Re: [PATCH] mm, swap: free the cluster extend table on teardown

From: David CARLIER

Date: Wed Jun 03 2026 - 16:56:46 EST

On Wed, 3 Jun 2026 at 03:42, Kairui Song <ryncsn@xxxxxxxxx> wrote:
>
> On Wed, Jun 3, 2026 at 6:27 AM David Carlier <devnexen@xxxxxxxxx> wrote:
> >
> > swap_cluster_free_table() frees every per-cluster side table but
> > ci->extend_table. That table is only released by
> > swap_extend_table_try_free(), which the teardown path never calls, so a
> > cluster can be freed with an extend table still attached.
> >
> > It can also linger while the cluster is live. swap_dup_entries_cluster()
> > drops the lock to allocate an extend table when a slot reaches
> > SWP_TB_COUNT_MAX - 1, then retries. If the count dropped in the meantime,
> > the retry takes the normal path and leaves the table behind, all entries
> > zero; only the failure path frees it.
> >
> > Since a swap_cluster_info is reused in place and swap_extend_table_alloc()
> > skips allocation when ci->extend_table is set, the next user of the
> > cluster inherits the stale table and its leftover counts, corrupting the
> > swap count of any slot that overflows.

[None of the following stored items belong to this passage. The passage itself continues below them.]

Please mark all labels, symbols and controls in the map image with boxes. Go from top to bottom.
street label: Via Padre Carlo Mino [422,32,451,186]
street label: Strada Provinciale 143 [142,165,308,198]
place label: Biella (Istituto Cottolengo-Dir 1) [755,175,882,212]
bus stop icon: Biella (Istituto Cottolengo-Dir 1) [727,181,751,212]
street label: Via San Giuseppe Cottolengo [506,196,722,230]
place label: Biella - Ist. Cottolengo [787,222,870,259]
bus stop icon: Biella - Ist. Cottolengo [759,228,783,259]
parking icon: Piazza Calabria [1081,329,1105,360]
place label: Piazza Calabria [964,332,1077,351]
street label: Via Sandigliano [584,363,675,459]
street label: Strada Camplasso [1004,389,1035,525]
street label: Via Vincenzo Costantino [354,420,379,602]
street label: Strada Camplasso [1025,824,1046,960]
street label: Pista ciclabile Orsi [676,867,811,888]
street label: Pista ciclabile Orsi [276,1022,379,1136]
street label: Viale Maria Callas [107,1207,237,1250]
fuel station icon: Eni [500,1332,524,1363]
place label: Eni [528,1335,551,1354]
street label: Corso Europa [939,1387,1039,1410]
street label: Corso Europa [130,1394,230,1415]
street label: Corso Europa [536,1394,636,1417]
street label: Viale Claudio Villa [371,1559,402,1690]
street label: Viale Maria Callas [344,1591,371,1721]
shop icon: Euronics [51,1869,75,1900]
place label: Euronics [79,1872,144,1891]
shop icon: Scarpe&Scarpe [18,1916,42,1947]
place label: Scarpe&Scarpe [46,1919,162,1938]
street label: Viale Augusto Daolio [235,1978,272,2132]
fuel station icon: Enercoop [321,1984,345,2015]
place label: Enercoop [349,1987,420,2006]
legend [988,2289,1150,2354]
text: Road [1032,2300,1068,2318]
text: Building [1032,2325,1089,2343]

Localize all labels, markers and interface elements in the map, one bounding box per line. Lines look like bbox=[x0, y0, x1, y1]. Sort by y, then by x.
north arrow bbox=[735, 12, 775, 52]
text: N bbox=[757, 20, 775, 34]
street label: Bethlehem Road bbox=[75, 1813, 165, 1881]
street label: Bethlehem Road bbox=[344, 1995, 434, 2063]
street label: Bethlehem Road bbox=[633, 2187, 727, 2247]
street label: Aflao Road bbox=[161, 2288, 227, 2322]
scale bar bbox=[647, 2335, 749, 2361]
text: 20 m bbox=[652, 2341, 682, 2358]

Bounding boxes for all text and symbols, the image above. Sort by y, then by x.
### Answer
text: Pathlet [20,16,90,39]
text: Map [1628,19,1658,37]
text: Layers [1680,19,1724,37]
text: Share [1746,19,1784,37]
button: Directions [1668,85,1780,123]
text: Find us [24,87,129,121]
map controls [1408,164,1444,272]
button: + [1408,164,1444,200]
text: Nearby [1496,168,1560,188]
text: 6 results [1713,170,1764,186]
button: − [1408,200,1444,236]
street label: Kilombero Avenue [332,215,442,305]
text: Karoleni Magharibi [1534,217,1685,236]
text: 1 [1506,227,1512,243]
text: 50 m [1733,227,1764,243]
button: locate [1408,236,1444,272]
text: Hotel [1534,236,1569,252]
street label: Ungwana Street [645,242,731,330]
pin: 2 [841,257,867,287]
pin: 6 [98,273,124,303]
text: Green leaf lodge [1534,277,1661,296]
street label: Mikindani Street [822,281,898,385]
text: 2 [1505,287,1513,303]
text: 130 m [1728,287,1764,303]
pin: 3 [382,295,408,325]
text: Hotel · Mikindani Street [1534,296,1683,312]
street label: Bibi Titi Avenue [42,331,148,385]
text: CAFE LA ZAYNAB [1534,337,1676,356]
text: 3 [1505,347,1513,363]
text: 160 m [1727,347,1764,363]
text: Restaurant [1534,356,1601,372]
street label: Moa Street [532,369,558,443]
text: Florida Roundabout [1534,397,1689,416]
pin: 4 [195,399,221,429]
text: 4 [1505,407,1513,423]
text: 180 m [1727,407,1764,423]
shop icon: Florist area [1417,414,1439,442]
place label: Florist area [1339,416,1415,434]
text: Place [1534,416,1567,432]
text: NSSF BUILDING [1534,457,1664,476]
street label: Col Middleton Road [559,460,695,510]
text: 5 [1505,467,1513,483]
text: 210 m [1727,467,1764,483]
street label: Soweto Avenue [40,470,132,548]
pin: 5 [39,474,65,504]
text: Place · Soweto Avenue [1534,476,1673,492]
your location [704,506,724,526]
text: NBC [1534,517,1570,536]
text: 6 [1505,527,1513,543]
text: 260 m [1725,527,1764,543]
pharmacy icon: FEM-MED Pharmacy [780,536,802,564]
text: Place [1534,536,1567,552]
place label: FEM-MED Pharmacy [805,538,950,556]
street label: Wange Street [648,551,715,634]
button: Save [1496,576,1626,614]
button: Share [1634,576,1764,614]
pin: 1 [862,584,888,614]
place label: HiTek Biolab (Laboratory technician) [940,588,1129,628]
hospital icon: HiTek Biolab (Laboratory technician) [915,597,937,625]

CONFIG_DEBUG_VM catches the
>
> There won't be a corruption, extend_table is all zero at this point,
> the leak on swapoff is real though.
>
> > dangling table in swap_cluster_assert_empty(); otherwise it is silent.
> >
> > Free it in swap_cluster_free_table(), and also on the
> > swap_dup_entries_cluster() success path to match the failure path.
> >
> > Reported-by: syzbot+deedf22929084640666f@xxxxxxxxxxxxxxxxxxxxxxxxx
> > Closes: https://syzkaller.appspot.com/bug?extid=deedf22929084640666f
> > Fixes: 0d6af9bcf383 ("mm, swap: use the swap table to track the swap count")
> > Cc: <stable@xxxxxxxxxxxxxxx>
> > Signed-off-by: David Carlier <devnexen@xxxxxxxxx>
> > ---
> > mm/swapfile.c | 4 ++++
> > 1 file changed, 4 insertions(+)
> >
> > diff --git a/mm/swapfile.c b/mm/swapfile.c
> > index 615d90867111..a69a26aec4c0 100644
> > --- a/mm/swapfile.c
> > +++ b/mm/swapfile.c
> > @@ -432,6 +432,9 @@ static void swap_cluster_free_table(struct swap_cluster_info *ci)
> > ci->zero_bitmap = NULL;
> > #endif
> >
> > + kfree(ci->extend_table);
> > + ci->extend_table = NULL;
> > +
>
> Still a bit too late to avoid the WARN? The WARN is already triggered
> at this point, swap_cluster_free_table is called after
> swap_cluster_assert_empty.
>
> > table = (struct swap_table *)rcu_access_pointer(ci->table);
> > if (!table)
> > return;
> > @@ -1711,6 +1714,7 @@ static int swap_dup_entries_cluster(struct swap_info_struct *si,
> > goto failed;
> > }
> > } while (++ci_off < ci_end);
> > + swap_extend_table_try_free(ci);
> > swap_cluster_unlock(ci);
> > return 0;
> > failed:
> > --
> > 2.53.0
>
> I think we have already fixed this?
> https://lore.kernel.org/all/6a1eac8e.fbc46276.3c3783.0008.GAE@xxxxxxxxxx/T/

Thanks for the review.

Agreed on all counts. 0475fde0f68d already addresses both the warning
and the swapoff leak at the allocation site, so this patch is
redundant. Please drop it.

Andrew, you're right that no cc:stable was warranted here.

Cheers.